*** Opening of RECORDS PROVIDED ***

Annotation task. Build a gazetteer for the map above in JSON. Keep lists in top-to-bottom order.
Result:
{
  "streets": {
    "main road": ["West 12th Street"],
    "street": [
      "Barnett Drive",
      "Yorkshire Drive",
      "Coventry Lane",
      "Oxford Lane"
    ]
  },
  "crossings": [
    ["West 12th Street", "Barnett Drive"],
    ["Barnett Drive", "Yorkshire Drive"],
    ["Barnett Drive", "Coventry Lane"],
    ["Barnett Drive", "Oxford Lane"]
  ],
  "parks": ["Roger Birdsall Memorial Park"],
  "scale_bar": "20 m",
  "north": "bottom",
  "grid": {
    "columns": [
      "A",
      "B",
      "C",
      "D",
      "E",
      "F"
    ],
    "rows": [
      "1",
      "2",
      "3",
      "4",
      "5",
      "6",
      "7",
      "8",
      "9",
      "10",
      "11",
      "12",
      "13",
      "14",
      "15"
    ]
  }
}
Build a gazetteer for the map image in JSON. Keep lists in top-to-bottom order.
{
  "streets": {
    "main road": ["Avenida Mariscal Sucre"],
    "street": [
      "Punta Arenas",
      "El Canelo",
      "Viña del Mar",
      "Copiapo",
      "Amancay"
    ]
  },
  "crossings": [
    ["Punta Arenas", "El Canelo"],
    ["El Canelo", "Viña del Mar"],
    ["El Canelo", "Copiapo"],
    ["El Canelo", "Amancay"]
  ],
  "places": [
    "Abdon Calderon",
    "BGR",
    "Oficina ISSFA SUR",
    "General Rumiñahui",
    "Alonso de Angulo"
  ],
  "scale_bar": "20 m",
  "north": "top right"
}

*** Close of RECORDS PROVIDED ***

Word for word, reproduce all of the material shown above.

Annotation task. Build a gazetteer for the map above in JSON. Keep lists in top-to-bottom order.
Result:
{
  "streets": {
    "main road": ["West 12th Street"],
    "street": [
      "Barnett Drive",
      "Yorkshire Drive",
      "Coventry Lane",
      "Oxford Lane"
    ]
  },
  "crossings": [
    ["West 12th Street", "Barnett Drive"],
    ["Barnett Drive", "Yorkshire Drive"],
    ["Barnett Drive", "Coventry Lane"],
    ["Barnett Drive", "Oxford Lane"]
  ],
  "parks": ["Roger Birdsall Memorial Park"],
  "scale_bar": "20 m",
  "north": "bottom",
  "grid": {
    "columns": [
      "A",
      "B",
      "C",
      "D",
      "E",
      "F"
    ],
    "rows": [
      "1",
      "2",
      "3",
      "4",
      "5",
      "6",
      "7",
      "8",
      "9",
      "10",
      "11",
      "12",
      "13",
      "14",
      "15"
    ]
  }
}
Build a gazetteer for the map image in JSON. Keep lists in top-to-bottom order.
{
  "streets": {
    "main road": ["Avenida Mariscal Sucre"],
    "street": [
      "Punta Arenas",
      "El Canelo",
      "Viña del Mar",
      "Copiapo",
      "Amancay"
    ]
  },
  "crossings": [
    ["Punta Arenas", "El Canelo"],
    ["El Canelo", "Viña del Mar"],
    ["El Canelo", "Copiapo"],
    ["El Canelo", "Amancay"]
  ],
  "places": [
    "Abdon Calderon",
    "BGR",
    "Oficina ISSFA SUR",
    "General Rumiñahui",
    "Alonso de Angulo"
  ],
  "scale_bar": "20 m",
  "north": "top right"
}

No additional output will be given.